» **About this task**: Given the material below, output exactly the lines from the line with "ctx.lineJoin = 'round';" to the line with "function drawText(font, color, halo, rows, align", both ends included, and no other lines.

» **Records for this exercise**:
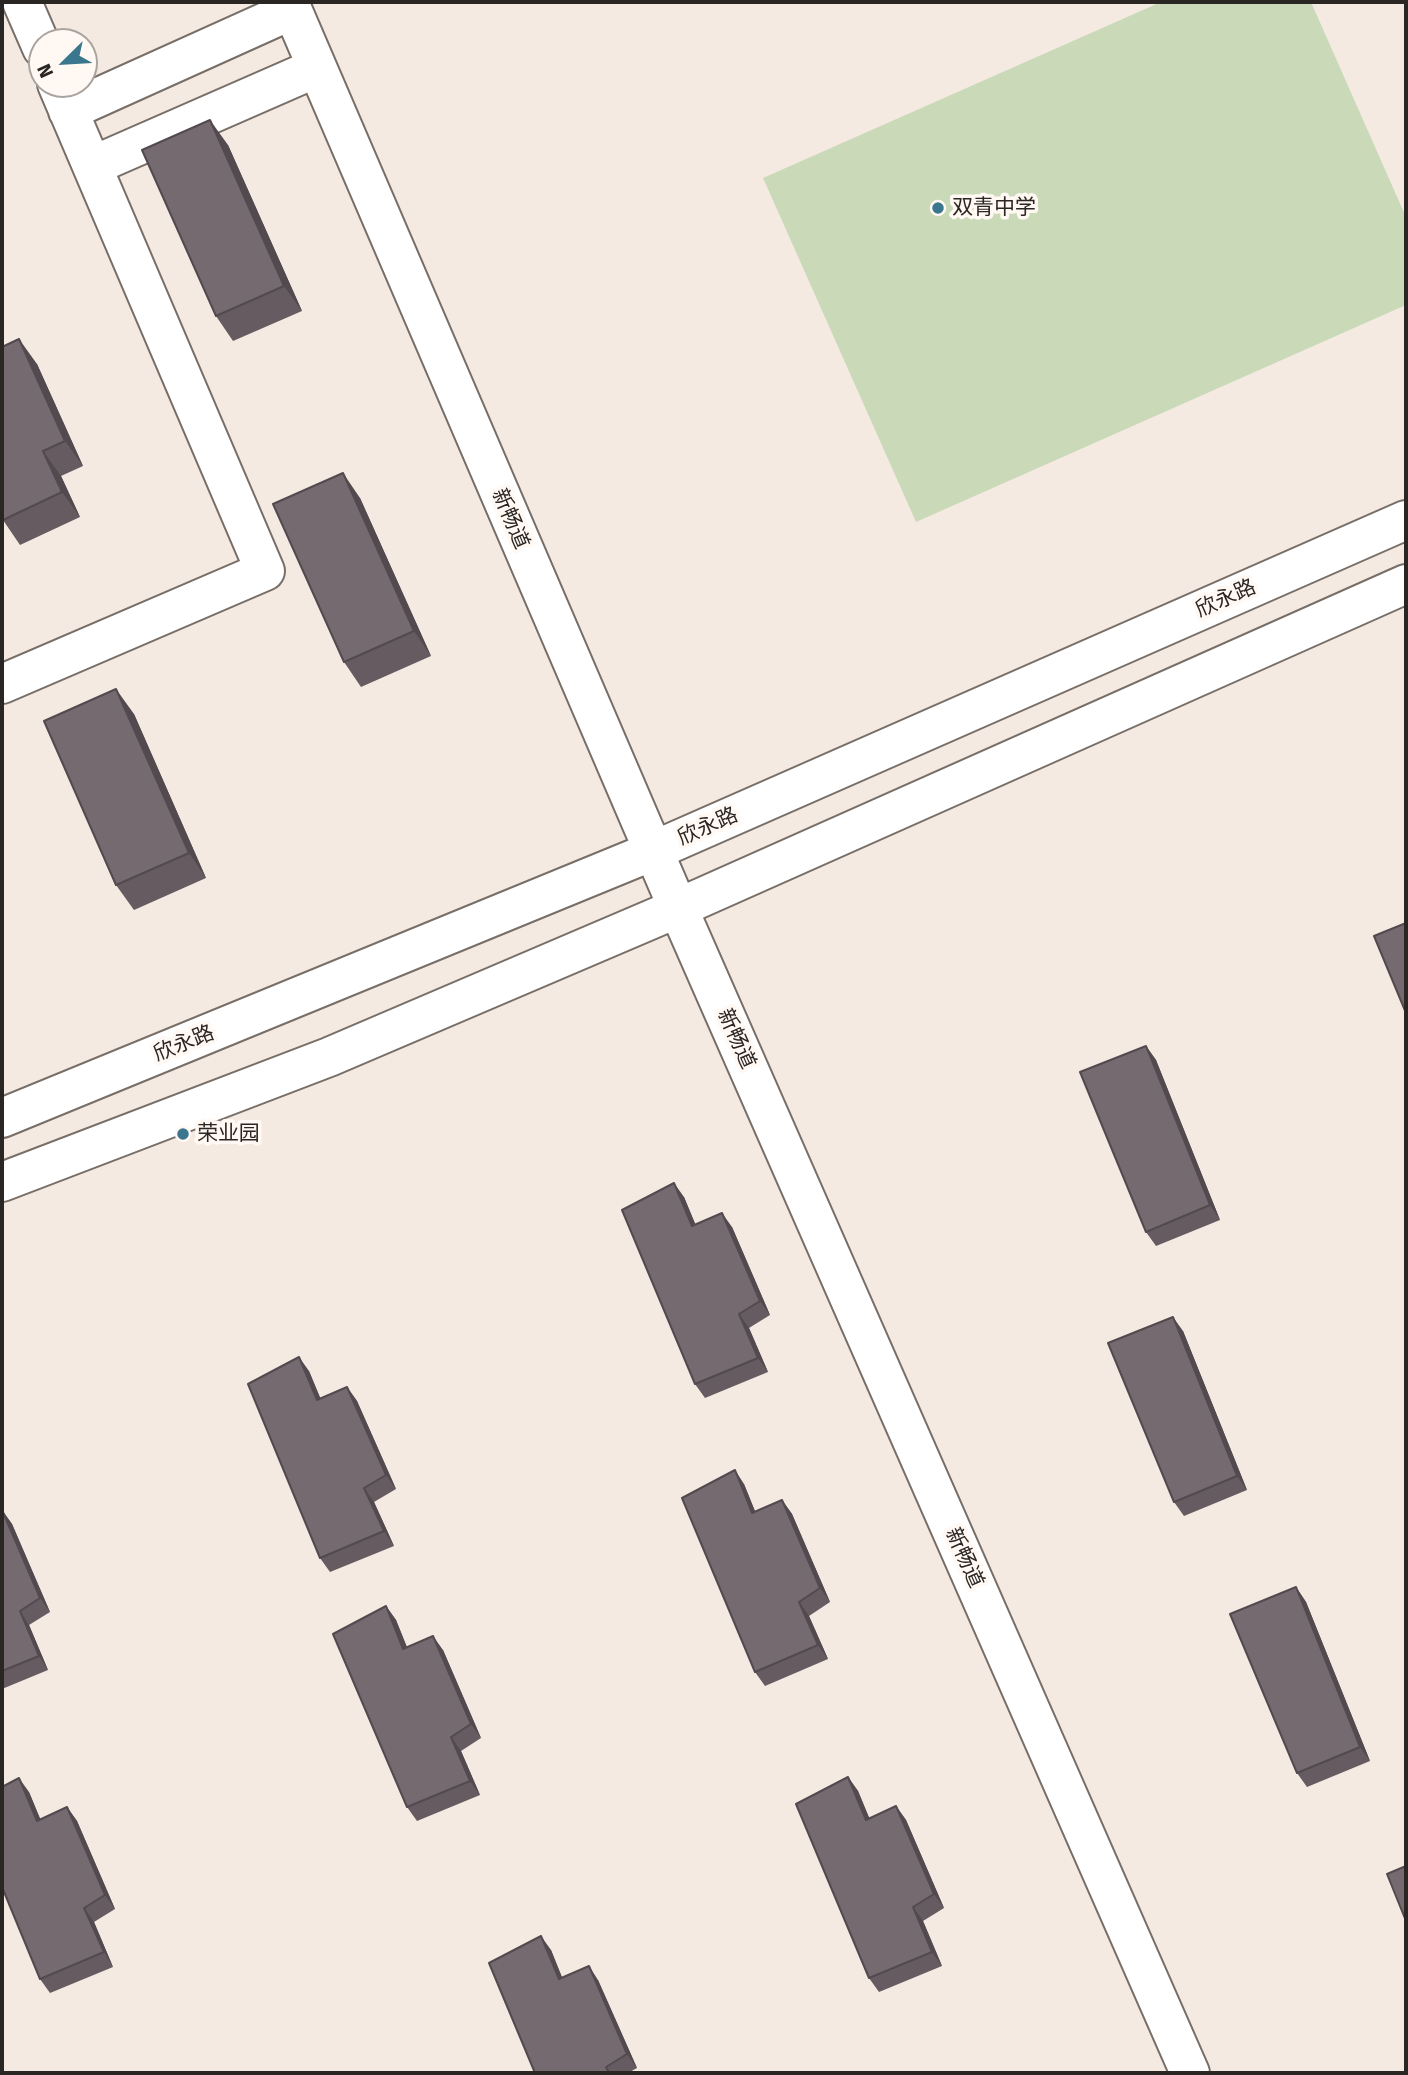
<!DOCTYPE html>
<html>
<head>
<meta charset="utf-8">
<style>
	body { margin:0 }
	#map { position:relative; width:1408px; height:2075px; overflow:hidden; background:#f5eae2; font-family:"Fira Sans",sans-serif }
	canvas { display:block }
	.frame { position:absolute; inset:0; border:4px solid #2a2623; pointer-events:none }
	.north { position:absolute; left:28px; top:28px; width:70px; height:70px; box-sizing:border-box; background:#fff8f3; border:2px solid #aaa4a0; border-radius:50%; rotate:246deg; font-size:19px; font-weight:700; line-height:28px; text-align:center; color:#2a2623 }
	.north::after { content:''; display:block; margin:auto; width:24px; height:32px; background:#3a778e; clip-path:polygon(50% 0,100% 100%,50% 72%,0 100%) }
</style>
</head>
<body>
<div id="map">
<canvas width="1408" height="2075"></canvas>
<div class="frame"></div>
<div class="north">N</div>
</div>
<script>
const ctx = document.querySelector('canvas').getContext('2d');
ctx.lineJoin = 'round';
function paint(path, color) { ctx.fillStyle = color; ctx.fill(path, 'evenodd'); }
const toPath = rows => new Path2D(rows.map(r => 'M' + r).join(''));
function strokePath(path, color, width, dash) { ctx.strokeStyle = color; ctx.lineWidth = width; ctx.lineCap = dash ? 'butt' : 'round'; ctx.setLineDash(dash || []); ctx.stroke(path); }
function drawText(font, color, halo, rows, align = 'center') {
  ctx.font = font + ' "Fira Sans","Noto Sans SC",sans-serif'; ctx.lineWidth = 7; ctx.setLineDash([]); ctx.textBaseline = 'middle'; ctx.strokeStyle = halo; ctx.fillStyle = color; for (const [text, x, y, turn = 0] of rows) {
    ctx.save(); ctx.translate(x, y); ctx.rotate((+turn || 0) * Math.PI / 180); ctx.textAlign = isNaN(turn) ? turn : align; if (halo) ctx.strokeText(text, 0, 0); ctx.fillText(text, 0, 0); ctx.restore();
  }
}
const green = toPath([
	[1161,2,1311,2,1406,217,1406,305,916,522,763,178]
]);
const minor = toPath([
	[22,2,42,48],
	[68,111,292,10],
	[92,166,316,68],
	[2,684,265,571,57,84]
]);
const tertiary = toPath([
	[289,2,678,908,1190,2073],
	[2,1118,653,851,1406,520],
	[2,1182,329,1057,678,908,1406,584]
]);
const wall = toPath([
	[228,145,302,311,233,341,216,316],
	[37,364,83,466,61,476,80,517,20,545,3,520],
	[360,498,431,656,361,687,344,662],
	[134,714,206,878,134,910,116,885],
	[1146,1046,1156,1060,1220,1220,1156,1246,1146,1232],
	[684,1197,695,1224,732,1227,770,1315,749,1328,768,1372,705,1398,695,1384],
	[1183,1331,1247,1490,1184,1516,1174,1502],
	[309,1371,320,1398,347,1387,357,1401,396,1489,374,1502,394,1546,330,1572,320,1558],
	[744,1484,755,1512,782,1500,792,1514,830,1602,809,1616,828,1659,765,1686,755,1672],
	[2,1510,12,1524,50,1612,29,1625,48,1670,2,1689],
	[1296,1587,1306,1602,1370,1761,1307,1787,1297,1773],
	[386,1606,396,1620,407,1647,443,1650,481,1738,461,1751,480,1795,417,1821,407,1807],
	[848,1777,858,1791,869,1818,896,1806,906,1820,944,1908,923,1921,942,1966,879,1992,869,1978],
	[29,1792,40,1819,67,1807,77,1821,115,1909,94,1922,113,1967,50,1993,40,1979],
	[551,1950,562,1977,598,1980,637,2068,628,2073,535,2073]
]);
const shadedWall = toPath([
	[210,120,228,145,302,311,284,286],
	[19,339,37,364,83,466,65,441],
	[43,451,61,476,80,517,62,492],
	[343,473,360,498,431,656,414,631],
	[116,689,134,714,206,878,189,853],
	[1146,1046,1156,1060,1220,1220,1210,1205],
	[674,1183,684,1197,702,1240,692,1226],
	[722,1213,732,1227,770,1315,760,1301],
	[739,1314,749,1328,768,1372,758,1358],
	[1173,1317,1183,1331,1247,1490,1237,1476],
	[299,1357,309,1371,327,1414,317,1400],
	[347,1387,357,1401,396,1489,386,1475],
	[735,1470,744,1484,762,1528,752,1513],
	[364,1488,374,1502,394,1546,384,1531],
	[782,1500,792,1514,830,1602,820,1588],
	[2,1510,12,1524,50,1612,40,1598],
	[1296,1587,1306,1602,1370,1761,1360,1747],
	[799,1602,809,1616,828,1659,818,1645],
	[386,1606,396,1620,413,1663,403,1649],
	[20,1611,29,1625,48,1670,39,1656],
	[433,1636,443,1650,481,1738,471,1724],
	[451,1737,461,1751,480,1795,470,1781],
	[848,1777,858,1791,876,1834,866,1820],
	[19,1778,29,1792,47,1835,37,1821],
	[896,1806,906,1820,944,1908,934,1894],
	[67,1807,77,1821,115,1909,105,1895],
	[913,1907,923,1921,942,1966,932,1952],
	[84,1908,94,1922,113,1967,104,1952],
	[541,1936,551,1950,568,1993,559,1979],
	[589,1966,598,1980,637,2068,627,2054]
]);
const building = toPath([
	[210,120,284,286,216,316,142,150,210,120],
	[19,339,65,441,43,451,62,492,3,520,2,518,2,347,19,339],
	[343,473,414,631,344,662,273,504,343,473],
	[116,689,189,853,116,885,44,721,116,689],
	[1406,923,1406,1013,1374,936,1406,923],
	[1146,1046,1210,1205,1146,1232,1080,1072,1146,1046],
	[674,1183,692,1226,722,1213,760,1301,739,1314,758,1358,695,1384,622,1210,674,1183],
	[1173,1317,1237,1476,1174,1502,1108,1343,1173,1317],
	[299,1357,317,1400,347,1387,386,1475,364,1488,384,1531,320,1558,248,1384,299,1357],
	[735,1470,752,1513,782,1500,820,1588,799,1602,818,1645,755,1672,682,1498,735,1470],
	[2,1510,40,1598,20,1611,39,1656,2,1671,2,1510],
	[1296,1587,1360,1747,1297,1773,1230,1614,1296,1587],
	[386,1606,403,1649,433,1636,471,1724,451,1737,470,1781,407,1807,333,1634,386,1606],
	[848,1777,866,1820,896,1806,934,1894,913,1907,932,1952,869,1978,796,1804,848,1777],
	[19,1778,37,1821,67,1807,105,1895,84,1908,104,1952,40,1979,2,1887,2,1787,19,1778],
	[1406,1866,1406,1921,1387,1874,1406,1866],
	[541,1936,559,1979,589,1966,627,2054,606,2067,609,2073,535,2073,489,1963,541,1936]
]);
const markers = [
	[938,208,7,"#3a778e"],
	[183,1134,7,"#3a778e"]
];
const poiNames = [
	["双青中学",952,208],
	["荣业园",197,1134]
];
const streetNames = [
	["新畅道",510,519,67],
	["欣永路",1226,599,-24],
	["欣永路",708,827,-24],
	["新畅道",736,1039,66],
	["欣永路",184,1044,-22],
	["新畅道",964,1558,66]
];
paint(green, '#cadab9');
strokePath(minor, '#776e67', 42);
strokePath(tertiary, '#776e67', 42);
strokePath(minor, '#fff', 38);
strokePath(tertiary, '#fff', 38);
paint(wall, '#655b60');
paint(shadedWall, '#524a4e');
paint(building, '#756a70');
strokePath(building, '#524a4e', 2);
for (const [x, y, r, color] of markers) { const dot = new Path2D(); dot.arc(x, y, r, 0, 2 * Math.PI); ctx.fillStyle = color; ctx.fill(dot); strokePath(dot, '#fff8f3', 2.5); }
drawText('21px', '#2a2623', '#fff8f3', poiNames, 'left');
drawText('21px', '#2a2623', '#fff8f3', streetNames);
</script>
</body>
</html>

» **Solution**:
ctx.lineJoin = 'round';
function paint(path, color) { ctx.fillStyle = color; ctx.fill(path, 'evenodd'); }
const toPath = rows => new Path2D(rows.map(r => 'M' + r).join(''));
function strokePath(path, color, width, dash) { ctx.strokeStyle = color; ctx.lineWidth = width; ctx.lineCap = dash ? 'butt' : 'round'; ctx.setLineDash(dash || []); ctx.stroke(path); }
function drawText(font, color, halo, rows, align = 'center') {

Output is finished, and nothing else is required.